See command line combine_csv -h for all options. Here we would like to point the most convenient ones.

As you have seen -i is the input selector which takes a python glob.glob pattern (protect it with single quotes as in the examples above to prevent shell interpretation), and -o give the name of the file (which default to combine.csv)

-s --separator : Change the default field separator from , to whatever you need. For TSV file, say \t (add single quotes around to prevent backslash interpretation by shells, e.g. -s '\t' or -s \\t). This separator will be used to read input files and to write the output file. You can choose to have a different output separator with the -t option which behaves likewise.

-a --addname : Add the name of the input files (without extension). In line mode, this will add a new column named source (which name can be changed with the --source-column option) containing the name of the files. In column mode, this will add the names to non-index columns preceded by an underscore.

Split

Base usage

In version 2.0 a new utility was introduced, split_csv, enabling to do the opposite of merging: splitting.
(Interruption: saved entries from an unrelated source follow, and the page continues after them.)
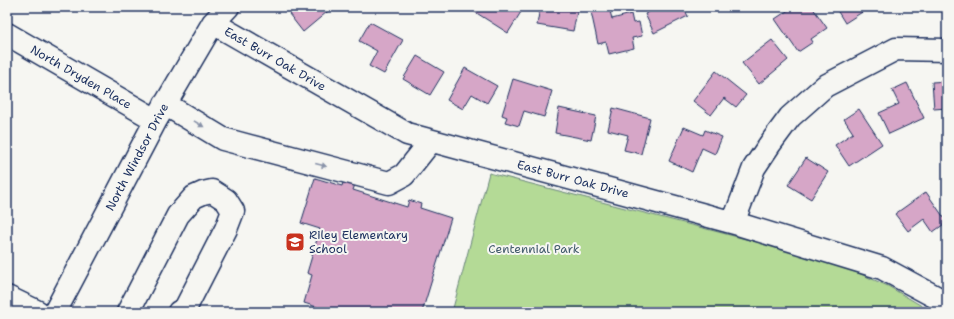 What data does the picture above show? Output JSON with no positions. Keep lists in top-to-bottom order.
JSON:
{
  "streets": {
    "street": ["East Burr Oak Drive", "North Dryden Place", "North Windsor Drive"]
  },
  "crossings": [
    ["East Burr Oak Drive", "North Dryden Place"],
    ["East Burr Oak Drive", "North Windsor Drive"],
    ["North Dryden Place", "North Windsor Drive"]
  ],
  "one_way": ["North Dryden Place"],
  "parks": ["Centennial Park"],
  "places": {
    "school or university": ["Riley Elementary School"]
  }
} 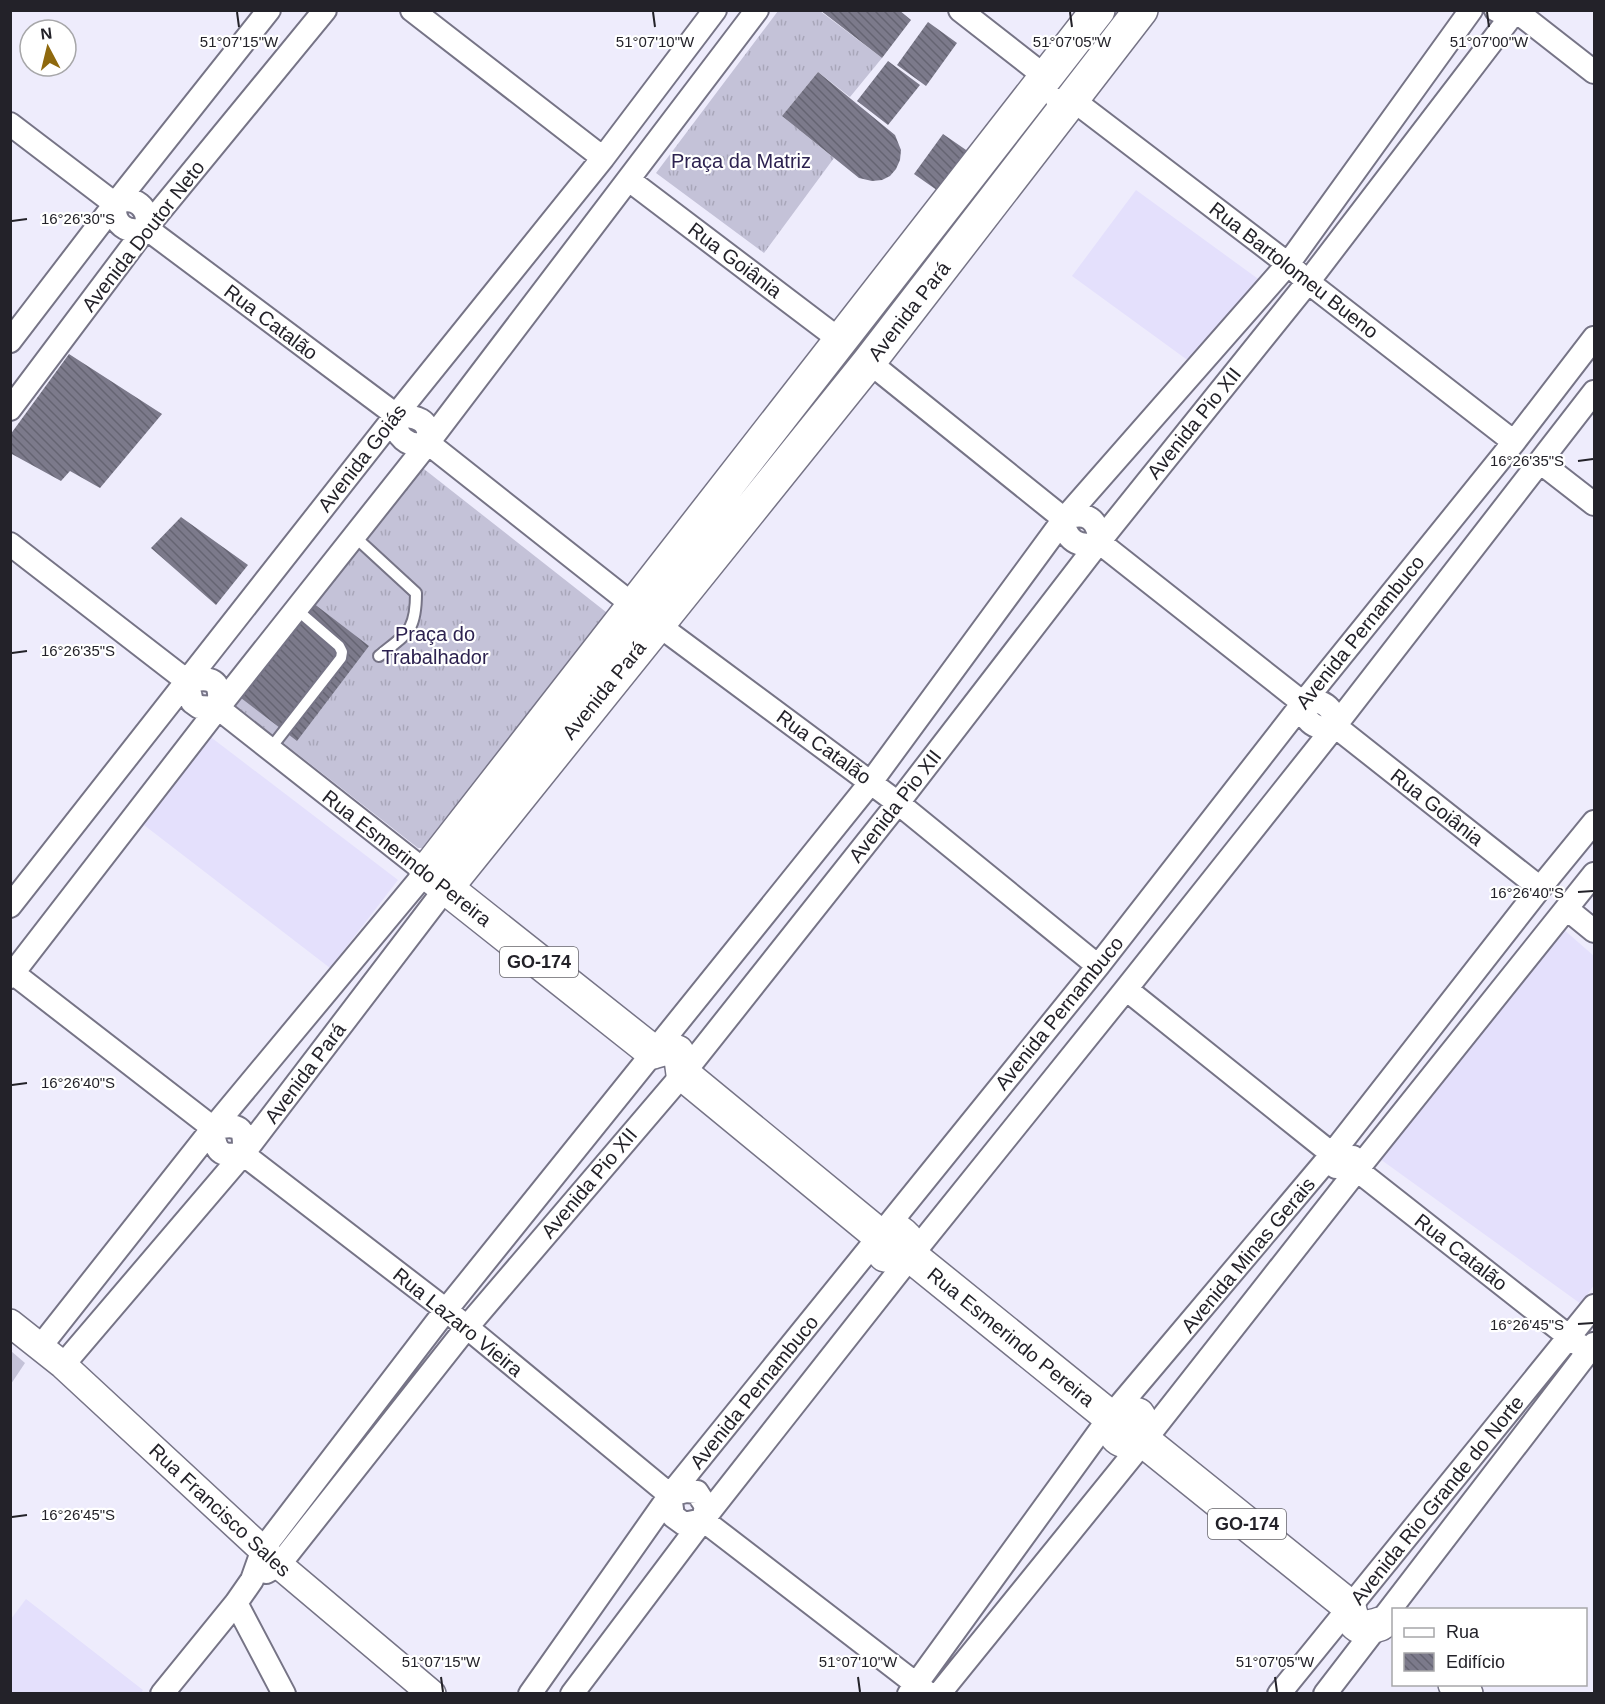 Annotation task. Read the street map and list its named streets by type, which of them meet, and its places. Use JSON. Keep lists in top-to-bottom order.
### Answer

It uses the same flags as above (-s for the input separator, -t for the output separator, -c for column mode).

For instance, with a sample CSV my.csv file like this:

x,a,b
1,0,1
2,0,1
3,1,0

Using the line mode like this:

split_csv my.csv

Will produce three files:

my_1.csv :

x,a,b
1,0,1

my_2.csv :

x,a,b
2,0,1

my_3.csv:

x,a,b
3,1,0

While using the column mode with the -c option:

split_csv -c my.csv

will produce two files:

my_a.csv :

x,a
1,0
2,0
3,1

my_b.csv:

x,b
1,1
2,1
3,0

Controlling new file naming

The file naming uses a default pattern of {input}_{index}.{ext} which uses python F-string syntax. You can provide your own pattern with the -o option. Each bracket term is dynamically replaced during splitting:

  • input: input is replaced by the base name of the input file including any path if provided,
  • index: index is replaced by the current name of either the column or the line depending on the mode,
  • ext: ext is replaced by the extension (csv in the above example).

In the case of the line-split mode, the pattern may also use one of the column name: the term is replaced by the current value of the column for the line.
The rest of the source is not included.